Estudo revela
como cegos conseguem 'ver' sons e sensações com o cérebro
Neurocientistas brasileiros mostraram
como neurônios ligados a sentidos de audição e tato colonizam área cerebral
normalmente destinada à visão
Por Rafael Garcia —
São Paulo
26/01/2023 04h30 Atualizado há 3 dias
Um grupo de neurocientistas brasileiros jogou luz sobre uma questão que há tempos mobiliza esse campo de pesquisa: como pessoas cegas de nascença ganham capacidade extra para audição, tato e outros sentidos, se não existe espaço extra no cérebro para processar esses sinais? No novo trabalho, o grupo liderado por Fernanda Tovar-Moll, presidente do Instituto D'Or de Pesquisa e Ensino (IDOR), no Rio, rastreou a origem dessa habilidade ao desenvolvimento do tálamo, uma estrutura cerebral que no passado já foi considerada mais "primitiva" que outras.
É comum que, em algumas pessoas sem visão desde o nascimento, a capacidade de identificar detalhes em sons, texturas ou odores seja mais aguçada. Não está totalmente claro ainda, porém, como essas habilidades são construídas na estrutura física do organismo, pois o cérebro aloca áreas específicas do córtex, uma região "nobre" do órgão onde são processadas informações mais complexas.
Estudos recentes mostraram que nas pessoas cegas, o córtex occipital (área cortical que processa a visão, na parte de trás da cabeça), acaba sendo "colonizado" por neurônios de outras regiões, como o córtex motor, que processa o tato. Cientistas não sabiam como isso ocorria, porém, porque as conexões necessárias para isso não existem em indivíduos adultos, que tipicamente não possuem as mesmas habilidades auditivas e tácteis dos cegos de nascença quando perdem a visão.
— Um estudo clássico do início dos anos 2000 mostra que quando os cegos de nascença leem em braile, eles ativam o córtex visual, quando na verdade eles estão fazendo funções relacionadas ao tato — explica Tovar-Moll. — Mas qual seria a explicação anatômica para entender como esses sentidos 'conversam entre si' nas pessoas com deficiência visual?
Esse fenômeno, batizado com o termo técnico de "plasticidade transmodal", é um reflexo da capacidade do cérebro de se moldar e se adaptar a novas circunstâncias. No caso estudado, ela foi uma resposta à falta de estímulos visuais durante o desenvolvimento, algo essencial para maturar a visão.
Para investigar a questão, o grupo da pesquisadora no IDOR empregou uma tecnologia nova de ressonância magnética, mais precisa que a de exames clínicos tradicionais. Com uma máquina de campo magnético mais potente que as outras, e uma técnica de análise de imagem mais sofisticada, os cientistas foram investigar as principais suspeitas de envolvimento no processo: as conexões neurais do tálamo.
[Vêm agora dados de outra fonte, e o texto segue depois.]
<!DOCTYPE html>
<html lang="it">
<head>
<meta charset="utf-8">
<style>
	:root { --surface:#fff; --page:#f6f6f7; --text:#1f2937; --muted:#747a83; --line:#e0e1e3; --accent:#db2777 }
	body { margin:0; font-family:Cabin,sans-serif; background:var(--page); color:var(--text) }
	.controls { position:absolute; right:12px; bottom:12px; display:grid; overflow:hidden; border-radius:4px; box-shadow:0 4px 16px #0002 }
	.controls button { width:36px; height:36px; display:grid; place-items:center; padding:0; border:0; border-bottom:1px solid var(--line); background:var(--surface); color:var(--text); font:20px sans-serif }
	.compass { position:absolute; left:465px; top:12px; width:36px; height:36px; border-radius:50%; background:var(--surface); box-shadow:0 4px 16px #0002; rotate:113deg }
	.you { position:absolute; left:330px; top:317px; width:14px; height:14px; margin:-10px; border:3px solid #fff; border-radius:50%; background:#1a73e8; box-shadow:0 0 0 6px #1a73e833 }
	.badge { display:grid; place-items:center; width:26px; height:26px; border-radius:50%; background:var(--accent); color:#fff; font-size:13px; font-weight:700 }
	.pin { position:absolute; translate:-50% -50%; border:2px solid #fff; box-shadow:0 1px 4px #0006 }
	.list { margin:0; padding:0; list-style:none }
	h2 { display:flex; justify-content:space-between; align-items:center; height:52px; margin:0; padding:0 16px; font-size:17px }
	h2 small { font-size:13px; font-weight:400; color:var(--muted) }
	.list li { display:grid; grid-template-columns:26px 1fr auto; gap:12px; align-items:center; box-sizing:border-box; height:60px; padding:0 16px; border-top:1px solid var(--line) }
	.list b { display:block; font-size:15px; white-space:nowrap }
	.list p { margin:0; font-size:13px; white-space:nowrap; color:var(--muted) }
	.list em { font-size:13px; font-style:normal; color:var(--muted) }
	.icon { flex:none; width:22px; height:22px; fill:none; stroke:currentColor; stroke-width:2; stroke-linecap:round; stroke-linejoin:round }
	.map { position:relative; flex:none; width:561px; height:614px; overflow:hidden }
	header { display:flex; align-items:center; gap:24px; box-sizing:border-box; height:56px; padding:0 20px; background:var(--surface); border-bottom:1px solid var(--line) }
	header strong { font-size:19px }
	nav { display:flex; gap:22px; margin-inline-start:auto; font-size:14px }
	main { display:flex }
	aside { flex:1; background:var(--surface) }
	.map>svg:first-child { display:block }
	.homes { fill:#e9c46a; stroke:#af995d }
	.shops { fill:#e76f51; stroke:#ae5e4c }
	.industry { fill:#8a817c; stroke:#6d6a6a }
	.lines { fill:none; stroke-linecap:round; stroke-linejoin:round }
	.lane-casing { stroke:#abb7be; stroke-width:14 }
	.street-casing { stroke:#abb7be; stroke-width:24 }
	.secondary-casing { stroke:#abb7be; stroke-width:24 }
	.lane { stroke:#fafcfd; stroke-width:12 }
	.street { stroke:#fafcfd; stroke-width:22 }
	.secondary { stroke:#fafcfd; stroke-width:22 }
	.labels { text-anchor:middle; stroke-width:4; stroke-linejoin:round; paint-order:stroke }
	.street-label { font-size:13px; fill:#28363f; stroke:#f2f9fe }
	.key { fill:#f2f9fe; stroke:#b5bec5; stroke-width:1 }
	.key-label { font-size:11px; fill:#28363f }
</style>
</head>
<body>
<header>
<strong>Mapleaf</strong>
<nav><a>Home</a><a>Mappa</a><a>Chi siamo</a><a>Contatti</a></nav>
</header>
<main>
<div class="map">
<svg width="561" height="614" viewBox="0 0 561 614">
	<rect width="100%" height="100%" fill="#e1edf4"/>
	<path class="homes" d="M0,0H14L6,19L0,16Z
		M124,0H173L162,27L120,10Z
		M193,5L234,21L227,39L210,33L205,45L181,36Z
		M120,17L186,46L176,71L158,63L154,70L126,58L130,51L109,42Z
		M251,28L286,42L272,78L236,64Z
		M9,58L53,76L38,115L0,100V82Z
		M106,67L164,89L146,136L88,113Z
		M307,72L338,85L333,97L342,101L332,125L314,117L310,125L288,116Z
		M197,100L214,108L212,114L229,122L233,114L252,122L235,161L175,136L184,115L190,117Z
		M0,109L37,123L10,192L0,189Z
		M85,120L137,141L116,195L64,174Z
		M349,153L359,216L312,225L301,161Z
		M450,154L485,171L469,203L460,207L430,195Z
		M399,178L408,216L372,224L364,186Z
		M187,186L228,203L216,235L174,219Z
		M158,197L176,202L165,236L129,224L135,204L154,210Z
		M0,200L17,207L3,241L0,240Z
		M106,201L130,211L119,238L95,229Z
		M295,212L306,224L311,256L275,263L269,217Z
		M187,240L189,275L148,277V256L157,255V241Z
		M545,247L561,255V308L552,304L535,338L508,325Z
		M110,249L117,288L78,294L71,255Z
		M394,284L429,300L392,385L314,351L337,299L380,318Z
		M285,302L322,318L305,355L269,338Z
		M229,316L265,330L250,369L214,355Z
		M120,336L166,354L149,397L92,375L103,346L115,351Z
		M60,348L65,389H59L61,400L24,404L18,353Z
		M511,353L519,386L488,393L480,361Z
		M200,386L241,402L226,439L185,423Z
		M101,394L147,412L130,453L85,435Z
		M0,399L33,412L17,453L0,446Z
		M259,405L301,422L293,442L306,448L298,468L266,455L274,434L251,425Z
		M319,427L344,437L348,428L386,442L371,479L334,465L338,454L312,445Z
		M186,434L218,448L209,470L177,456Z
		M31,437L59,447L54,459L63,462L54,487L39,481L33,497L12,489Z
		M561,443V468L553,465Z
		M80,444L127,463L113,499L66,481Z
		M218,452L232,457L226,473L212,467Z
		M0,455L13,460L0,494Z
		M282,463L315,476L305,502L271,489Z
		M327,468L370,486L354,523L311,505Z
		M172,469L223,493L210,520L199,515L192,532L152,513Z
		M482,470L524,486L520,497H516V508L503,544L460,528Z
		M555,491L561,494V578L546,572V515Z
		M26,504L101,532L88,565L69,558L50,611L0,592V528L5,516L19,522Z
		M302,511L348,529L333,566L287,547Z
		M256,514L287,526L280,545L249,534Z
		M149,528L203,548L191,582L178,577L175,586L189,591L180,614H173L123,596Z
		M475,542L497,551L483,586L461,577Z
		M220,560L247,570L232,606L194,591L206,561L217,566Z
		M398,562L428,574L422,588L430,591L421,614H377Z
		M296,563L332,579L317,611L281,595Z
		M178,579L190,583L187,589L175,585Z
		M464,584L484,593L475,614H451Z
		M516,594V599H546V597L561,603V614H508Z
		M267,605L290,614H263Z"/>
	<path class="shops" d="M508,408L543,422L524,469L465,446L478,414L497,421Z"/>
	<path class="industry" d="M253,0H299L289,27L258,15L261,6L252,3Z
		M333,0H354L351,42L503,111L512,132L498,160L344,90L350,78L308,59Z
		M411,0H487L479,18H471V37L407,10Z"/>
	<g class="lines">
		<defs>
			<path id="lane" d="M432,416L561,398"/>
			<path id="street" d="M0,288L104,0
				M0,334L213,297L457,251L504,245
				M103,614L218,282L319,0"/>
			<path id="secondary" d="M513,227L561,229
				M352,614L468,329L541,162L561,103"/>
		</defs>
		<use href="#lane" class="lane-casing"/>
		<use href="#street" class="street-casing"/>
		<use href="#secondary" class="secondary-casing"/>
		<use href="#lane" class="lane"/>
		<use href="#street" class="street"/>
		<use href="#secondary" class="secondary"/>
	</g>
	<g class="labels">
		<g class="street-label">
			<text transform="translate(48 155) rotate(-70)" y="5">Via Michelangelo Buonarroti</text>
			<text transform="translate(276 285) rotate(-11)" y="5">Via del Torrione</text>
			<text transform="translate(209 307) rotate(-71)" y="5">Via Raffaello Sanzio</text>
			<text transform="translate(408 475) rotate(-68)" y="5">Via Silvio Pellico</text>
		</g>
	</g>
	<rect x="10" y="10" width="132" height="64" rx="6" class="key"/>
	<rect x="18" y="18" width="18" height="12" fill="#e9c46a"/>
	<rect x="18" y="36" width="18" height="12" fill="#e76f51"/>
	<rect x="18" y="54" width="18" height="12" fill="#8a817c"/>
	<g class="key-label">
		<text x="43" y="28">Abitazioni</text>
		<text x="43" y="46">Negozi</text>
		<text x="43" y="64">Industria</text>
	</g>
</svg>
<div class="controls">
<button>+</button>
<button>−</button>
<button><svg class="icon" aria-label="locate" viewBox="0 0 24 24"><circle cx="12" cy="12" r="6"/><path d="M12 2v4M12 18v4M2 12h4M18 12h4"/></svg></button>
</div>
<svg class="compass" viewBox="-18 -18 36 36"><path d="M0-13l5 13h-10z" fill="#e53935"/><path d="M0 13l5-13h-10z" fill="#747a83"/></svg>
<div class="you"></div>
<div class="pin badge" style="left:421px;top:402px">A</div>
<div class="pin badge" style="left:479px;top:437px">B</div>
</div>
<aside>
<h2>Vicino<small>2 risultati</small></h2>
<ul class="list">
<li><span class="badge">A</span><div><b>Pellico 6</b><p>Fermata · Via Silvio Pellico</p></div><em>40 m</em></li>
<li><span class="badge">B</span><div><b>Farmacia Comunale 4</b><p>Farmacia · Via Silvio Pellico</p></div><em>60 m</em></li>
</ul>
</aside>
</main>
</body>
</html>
— A gente levantou a hipótese que as conexões poderiam estar sendo misturadas no tálamo, porque ele é uma região onde existe uma espécie de 'pit stop' do cérebro — explica. — O córtex visual fica distante do córtex temporal e do córtex motor, mas dentro do tálamo os 'núcleos talâmicos', que se conectam com essas partes do córtex, são muito mais próximos entre si.
Para entender as diferenças de estrutura cerebral, Tovar-Moll mapeou na ressonância magnética os cérebros de dez pessoas com cegueira de nascença e de outras dez capazes de enxergar, para efeito de comparação.
Ao mapear as conexões de neurônios do tálamo com neurônios do córtex em espaço menor e mais emaranhado de células, Tovar-Moll e seus coautores conseguiram evidências de que são os estímulos do tálamo que guiam a remodelação de áreas superiores do cérebro. O trabalho foi descrito em artigo dos cientistas no periódico "Human Brain Mapping".
Ciência básica
A pesquisa não gerou nenhum benefício clínico direto, ainda, mas os cientistas afirmam que ao melhorar a compreensão de mecanismos básicos do sistema nervoso, outros estudos estão agora em posição melhor para buscar aplicações do conhecimento gerado.
— Quando a gente trabalha com populações que têm alguma doença ou alguma forma de deficiência, elas compreendem que pesquisa básica também tem que avançar para poder ajudá-las — diz Erika Rodrigues, neurocientista que participou do trabalho — A gente tem mais dificuldade, por incrível que pareça, de conseguir voluntários saudáveis para os protocolos de pesquisa.
É comum que voluntários se interessem em participar das pesquisas em busca de autoconhecimento, algo que os ajuda a lidar com suas diferenças, conta Tovar-Moll.
— Uma vez eu estava apresentando numa palestra o resultado de um trabalho sobre plasticidade cerebral. No final, veio uma pessoa da plateia com uma cópia do estudo na mão e me disse: 'Lendo do seu artigo hoje, eu entendo como eu me comporto'.